Obama's 2011 directive on heavy-duty vehicles impacted new models from 2014 to 2018. According to those standards, manufacturers of big rigs and semi trucks were required to achieve a 20% reduction in fuel consumption and greenhouse emissions, heavy-duty pickup trucks and vans were required to achieve a 15% reduction, and delivery trucks, buses and garbage trucks were required to achieve a 10% reduction. The administration touts the first round standards will save vehicle owners and operators $50 billion in fuel costs.
In the administration's past push for bolstering fuel efficiency standards for passenger and heavy-duty vehicles, manufacturers had expressed some resistance to Washington dictating costly improvements. But as the administration has made reducing fuel consumption a top priority, the manufacturers have sought to have a greater voice in shaping the rules.
"Every time someone says you can't grow the economy while bringing down pollution, it turns out they've been wrong," Obama said. "Anybody who says we can't compete when it comes to clean energy technologies — like solar and wind — they've had to eat those words."
The administration is offering tax credits to manufacturers of heavy-duty alternative fuel vehicles as well as to companies that are building infrastructure, so vehicles that running on alternative fuels have places to fill up.
The Heavy Duty Fuel Efficiency Leadership Group, an alliance of trucking companies, said in a statement that as Obama considers the next phase of fuel standards "it is important to ensure flexibility and provide incentives as key attributes of any regulations going forward" to their industry as well.

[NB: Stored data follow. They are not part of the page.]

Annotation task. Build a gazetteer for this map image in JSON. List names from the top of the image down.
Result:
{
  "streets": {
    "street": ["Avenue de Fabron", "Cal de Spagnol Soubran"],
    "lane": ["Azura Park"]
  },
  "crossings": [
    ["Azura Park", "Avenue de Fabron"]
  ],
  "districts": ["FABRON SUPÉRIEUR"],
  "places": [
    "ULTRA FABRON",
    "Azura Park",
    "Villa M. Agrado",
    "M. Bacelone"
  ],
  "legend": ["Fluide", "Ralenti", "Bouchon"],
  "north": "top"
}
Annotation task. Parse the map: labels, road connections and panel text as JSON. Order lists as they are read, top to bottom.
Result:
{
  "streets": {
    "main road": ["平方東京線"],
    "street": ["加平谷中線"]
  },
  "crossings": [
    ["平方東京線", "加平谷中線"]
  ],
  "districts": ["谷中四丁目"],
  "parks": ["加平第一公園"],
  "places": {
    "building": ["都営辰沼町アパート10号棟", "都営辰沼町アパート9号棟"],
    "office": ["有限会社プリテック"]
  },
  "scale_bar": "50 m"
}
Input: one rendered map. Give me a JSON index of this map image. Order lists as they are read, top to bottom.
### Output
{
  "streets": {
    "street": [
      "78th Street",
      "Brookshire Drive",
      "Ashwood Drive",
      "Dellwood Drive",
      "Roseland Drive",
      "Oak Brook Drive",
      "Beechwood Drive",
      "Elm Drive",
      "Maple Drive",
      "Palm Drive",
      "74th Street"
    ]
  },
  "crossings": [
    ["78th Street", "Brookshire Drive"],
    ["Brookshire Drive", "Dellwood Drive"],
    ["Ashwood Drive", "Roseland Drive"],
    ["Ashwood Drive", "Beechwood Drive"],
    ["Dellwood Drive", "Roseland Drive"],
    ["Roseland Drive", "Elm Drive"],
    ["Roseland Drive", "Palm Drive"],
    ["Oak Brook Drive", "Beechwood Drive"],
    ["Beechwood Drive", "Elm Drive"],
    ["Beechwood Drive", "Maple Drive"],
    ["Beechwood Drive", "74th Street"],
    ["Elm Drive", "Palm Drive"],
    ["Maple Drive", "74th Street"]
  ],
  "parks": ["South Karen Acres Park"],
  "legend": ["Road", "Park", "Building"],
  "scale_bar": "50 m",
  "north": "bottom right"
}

Obama also is calling for Congress to end subsidies to oil and gas companies and create an Energy Security Trust Fund to fund research and development for advanced vehicle technologies.
The White House picked the Safeway distribution center because the grocery chain —which has participated in an EPA-led initiative — has made big strides improving the efficiency of its trucking fleet.
Obama took a moment at the beginning of his remarks to mention his "soft spot" for the grocery chain, recalling how his grandmother would send him to his local Safeway in Hawaii.
The president also praised Safeway for being an early leader on the issue of fuel efficiency by improving the aerodynamics of its trucks, investing in larger trailers and more efficient tires in its fleet.